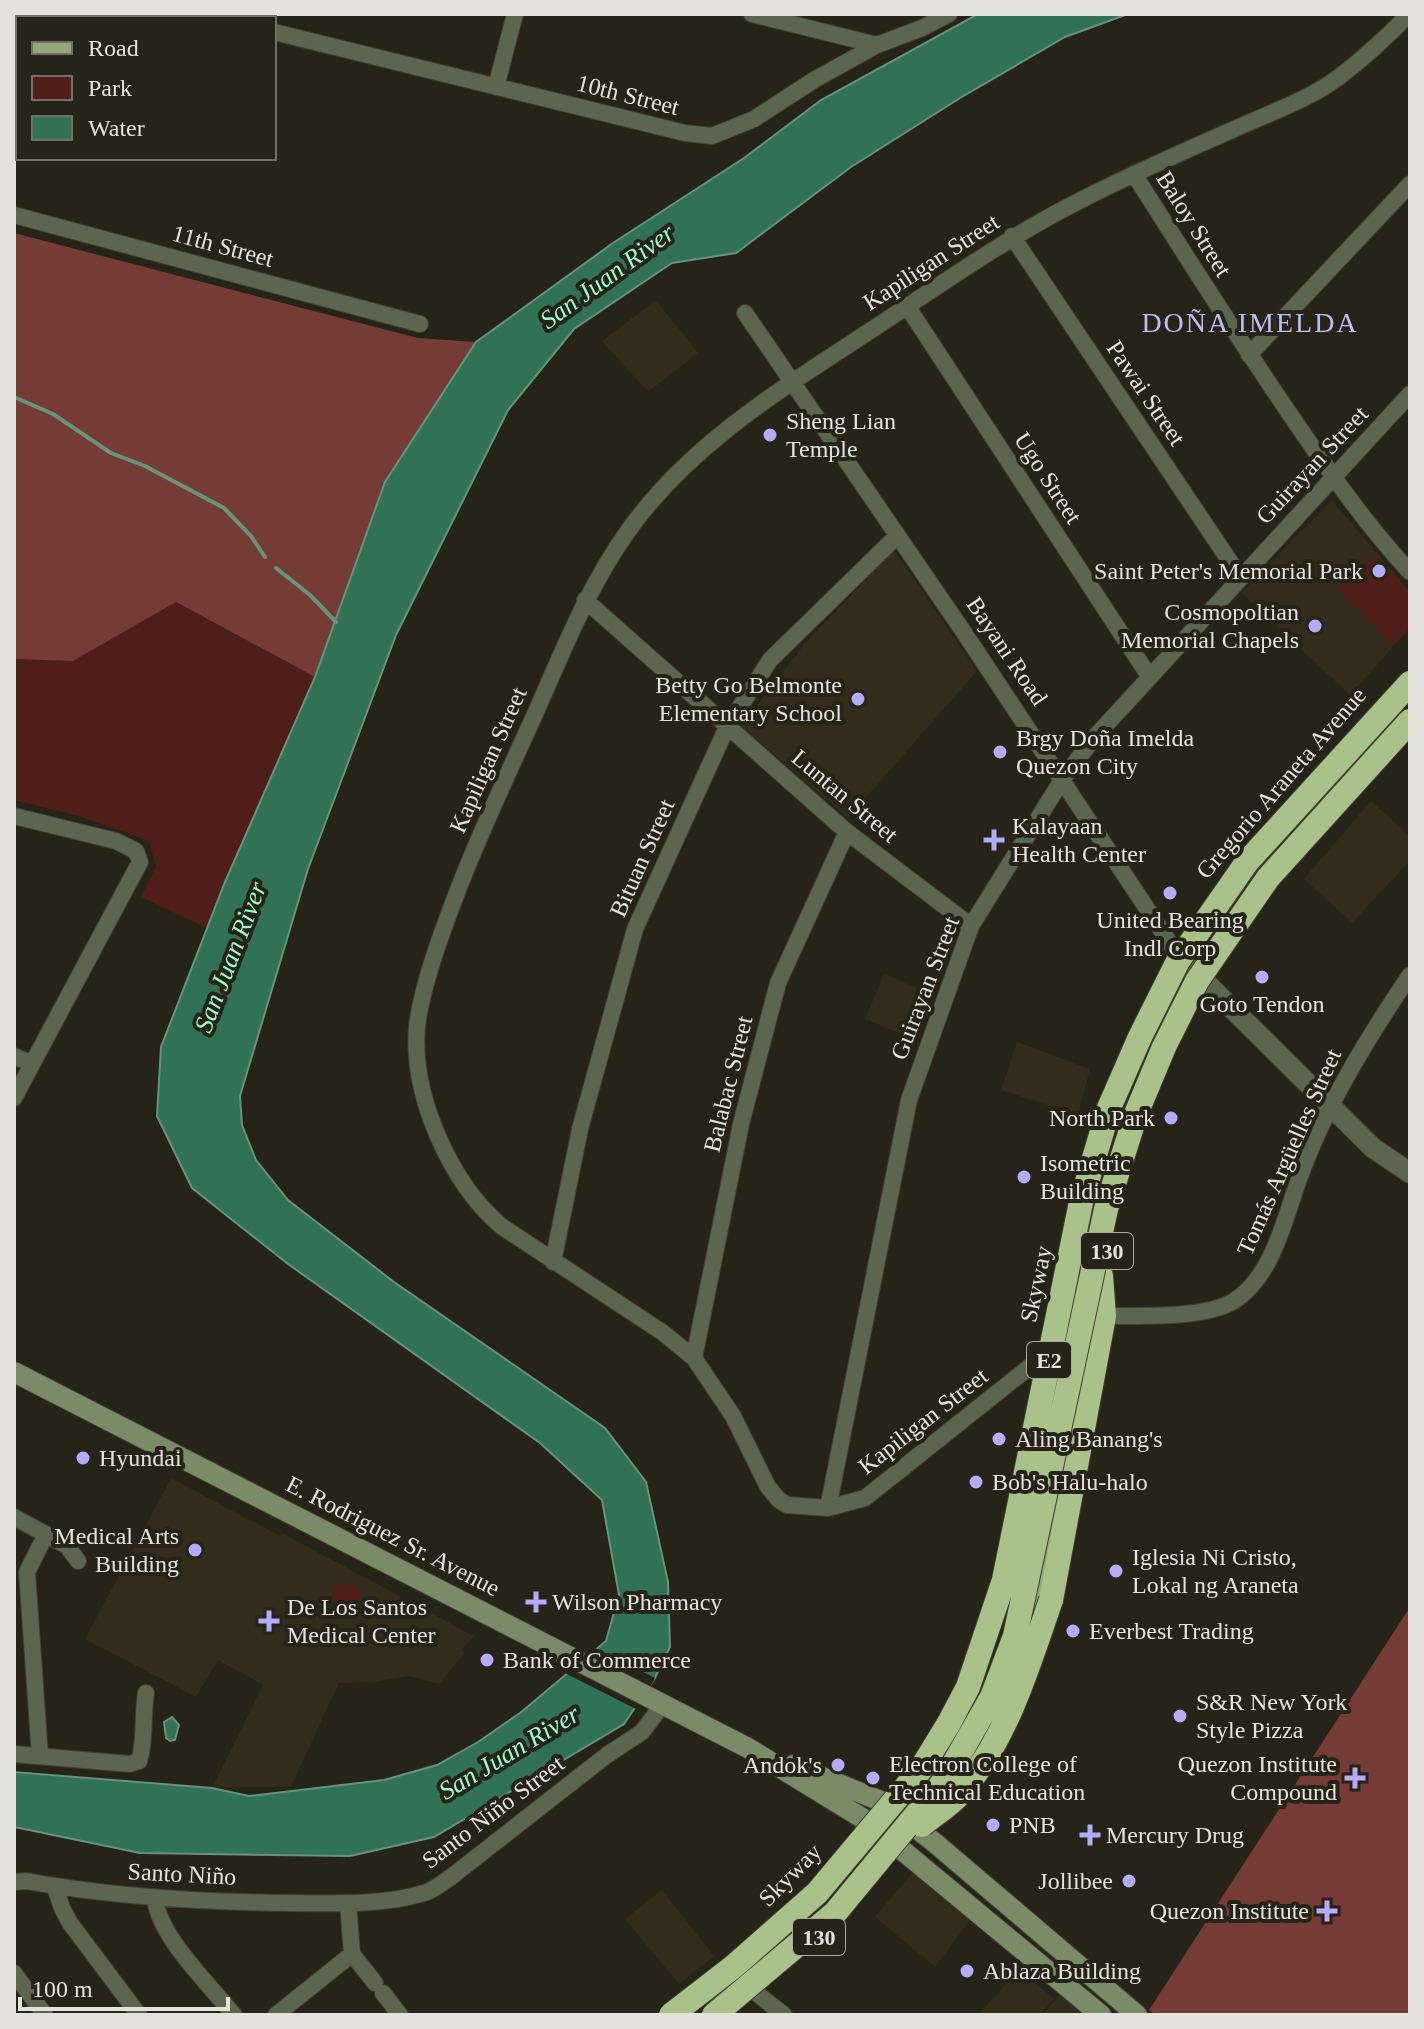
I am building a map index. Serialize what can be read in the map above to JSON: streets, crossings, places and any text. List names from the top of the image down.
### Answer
{
  "streets": {
    "highway": ["Skyway", "E2"],
    "main road": ["Gregorio Araneta Avenue", "130", "E. Rodriguez Sr. Avenue"],
    "street": [
      "10th Street",
      "Baloy Street",
      "11th Street",
      "Kapiligan Street",
      "Pawai Street",
      "Guirayan Street",
      "Ugo Street",
      "Bayani Road",
      "Luntan Street",
      "Bituan Street",
      "Balabac Street",
      "Tomás Argüelles Street",
      "Santo Niño Street",
      "Santo Niño"
    ]
  },
  "crossings": [
    ["Baloy Street", "Kapiligan Street"],
    ["Baloy Street", "Guirayan Street"],
    ["Kapiligan Street", "Pawai Street"],
    ["Kapiligan Street", "Guirayan Street"],
    ["Kapiligan Street", "Ugo Street"],
    ["Kapiligan Street", "Bayani Road"],
    ["Kapiligan Street", "Gregorio Araneta Avenue"],
    ["Kapiligan Street", "Luntan Street"],
    ["Kapiligan Street", "Bituan Street"],
    ["Kapiligan Street", "Balabac Street"],
    ["Pawai Street", "Guirayan Street"],
    ["Guirayan Street", "Ugo Street"],
    ["Guirayan Street", "Bayani Road"],
    ["Guirayan Street", "Luntan Street"],
    ["Bayani Road", "Gregorio Araneta Avenue"],
    ["Bayani Road", "Bituan Street"],
    ["Bayani Road", "Tomás Argüelles Street"],
    ["Bayani Road", "130"],
    ["Gregorio Araneta Avenue", "E. Rodriguez Sr. Avenue"],
    ["Luntan Street", "Bituan Street"],
    ["Luntan Street", "Balabac Street"],
    ["Tomás Argüelles Street", "130"],
    ["130", "E. Rodriguez Sr. Avenue"],
    ["E. Rodriguez Sr. Avenue", "Santo Niño Street"],
    ["Santo Niño Street", "Santo Niño"]
  ],
  "districts": ["DOÑA IMELDA"],
  "water": ["San Juan River"],
  "places": {
    "other": [
      "Sheng Lian Temple",
      "Saint Peter's Memorial Park",
      "Cosmopoltian Memorial Chapels",
      "Betty Go Belmonte Elementary School",
      "Brgy Doña Imelda Quezon City",
      "United Bearing Indl Corp",
      "Goto Tendon",
      "North Park",
      "Isometric Building",
      "Aling Banang's",
      "Hyundai",
      "Bob's Halu-halo",
      "Medical Arts Building",
      "Iglesia Ni Cristo, Lokal ng Araneta",
      "Everbest Trading",
      "Bank of Commerce",
      "S&R New York Style Pizza",
      "Andok's",
      "Electron College of Technical Education",
      "PNB",
      "Jollibee",
      "Ablaza Building"
    ],
    "health": [
      "Kalayaan Health Center",
      "Wilson Pharmacy",
      "De Los Santos Medical Center",
      "Quezon Institute Compound",
      "Mercury Drug",
      "Quezon Institute"
    ]
  },
  "legend": ["Road", "Park", "Water"],
  "scale_bar": "100 m"
}
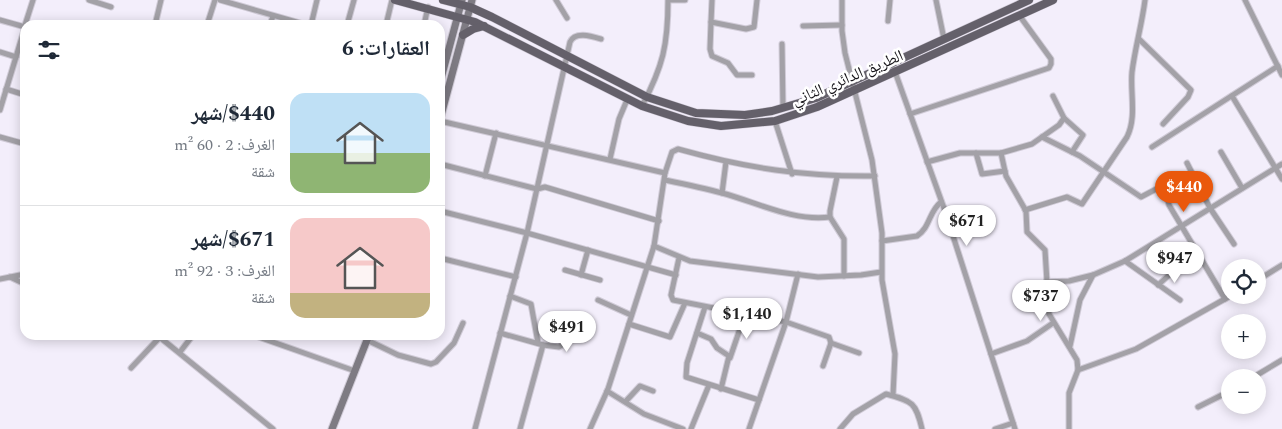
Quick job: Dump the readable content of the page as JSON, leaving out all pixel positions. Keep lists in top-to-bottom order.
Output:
{
  "streets": {
    "main road": ["الطريق الدائري الثاني"]
  },
  "page": {
    "heading": "العقارات: 6",
    "list": [
      {
        "name": "$440/شهر",
        "note": "الغرف: 2 · 60 m² · شقة"
      },
      {
        "name": "$671/شهر",
        "note": "الغرف: 3 · 92 m² · شقة"
      }
    ],
    "price": [
      "$440",
      "$671",
      "$947",
      "$737",
      "$1,140",
      "$491"
    ],
    "map_buttons": ["+", "−"]
  }
}
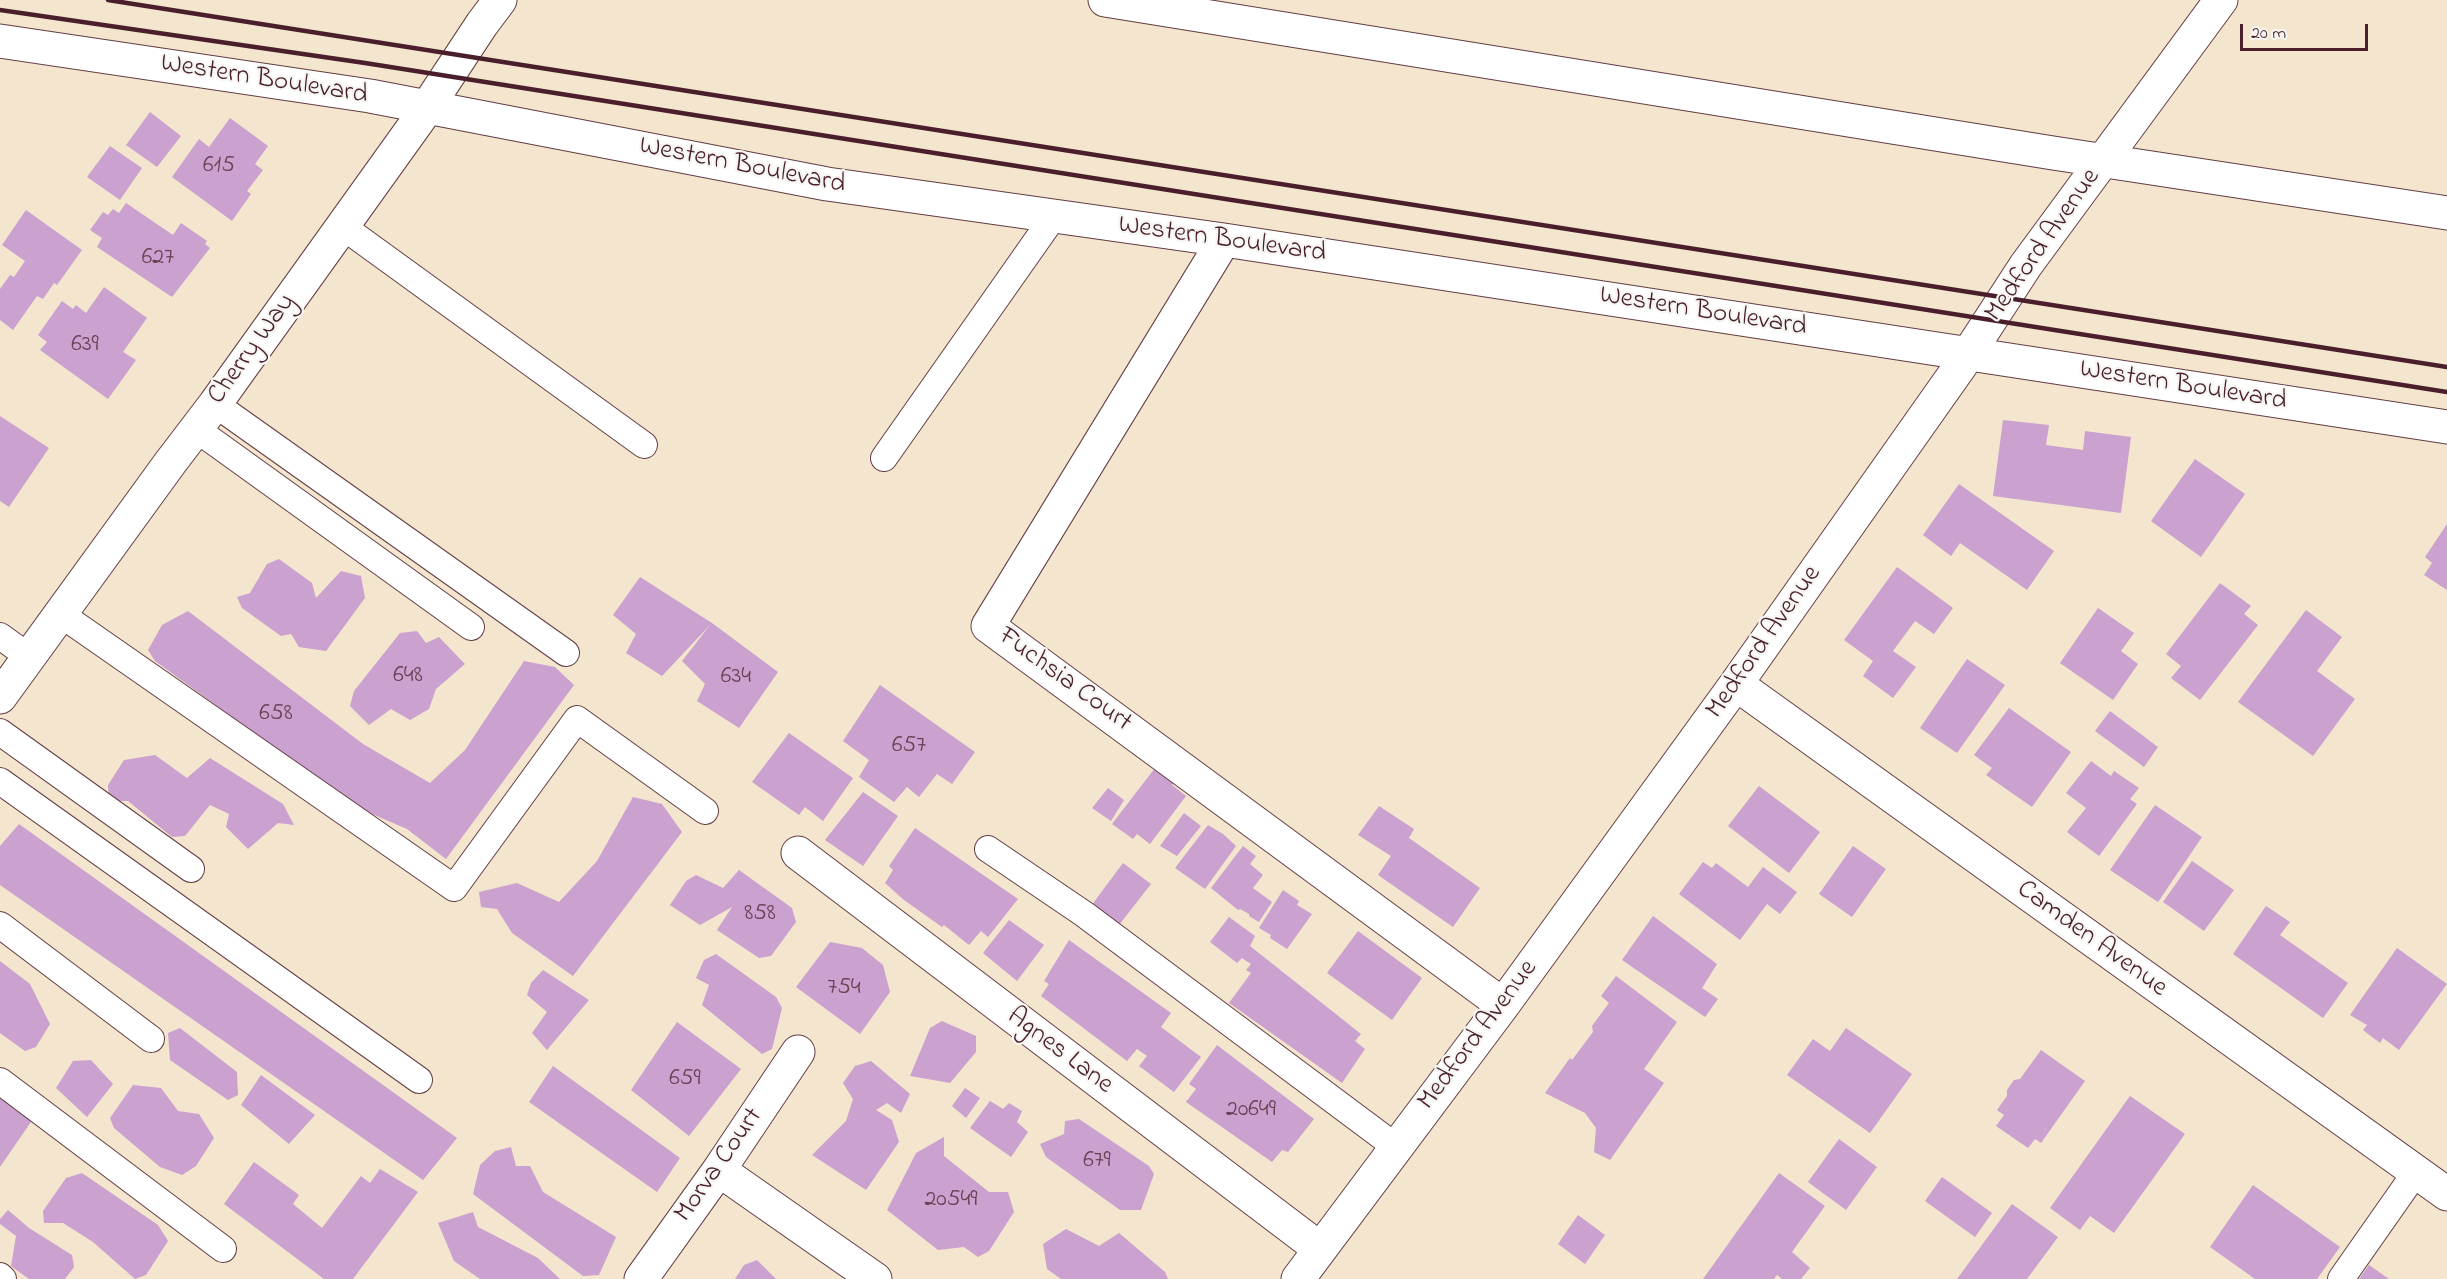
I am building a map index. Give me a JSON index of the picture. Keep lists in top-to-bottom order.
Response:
{
  "streets": {
    "street": [
      "Western Boulevard",
      "Medford Avenue",
      "Cherry Way",
      "Fuchsia Court",
      "Camden Avenue",
      "Agnes Lane",
      "Morva Court"
    ]
  },
  "crossings": [
    ["Western Boulevard", "Medford Avenue"],
    ["Western Boulevard", "Cherry Way"],
    ["Western Boulevard", "Fuchsia Court"],
    ["Medford Avenue", "Fuchsia Court"],
    ["Medford Avenue", "Camden Avenue"],
    ["Medford Avenue", "Agnes Lane"]
  ],
  "house_numbers": [
    "615",
    "627",
    "639",
    "648",
    "634",
    "658",
    "657",
    "858",
    "754",
    "659",
    "20649",
    "679",
    "20549"
  ],
  "scale_bar": "20 m"
}
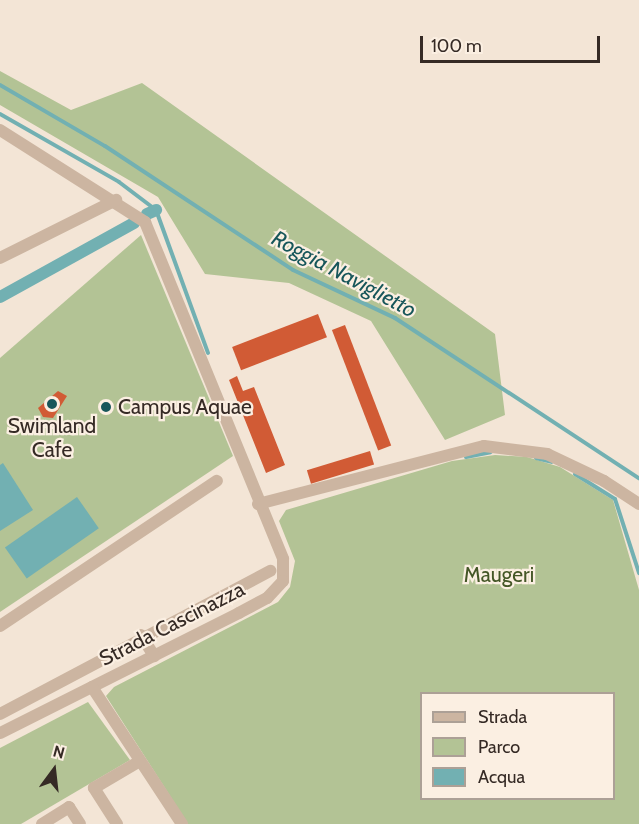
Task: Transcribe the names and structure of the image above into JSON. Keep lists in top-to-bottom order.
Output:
{
  "streets": {
    "street": ["Strada Cascinazza"]
  },
  "water": ["Roggia Naviglietto"],
  "parks": ["Maugeri"],
  "places": ["Swimland Cafe", "Campus Aquae"],
  "legend": ["Strada", "Parco", "Acqua"],
  "scale_bar": "100 m",
  "north": "top"
}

* * *

=== EXERCISE ===
Where in the listing does the string "Court" appear? Copy every line that has it.

=== ANSWER SECTION ===
      "Fuchsia Court",
      "Morva Court"
    ["Western Boulevard", "Fuchsia Court"],
    ["Medford Avenue", "Fuchsia Court"],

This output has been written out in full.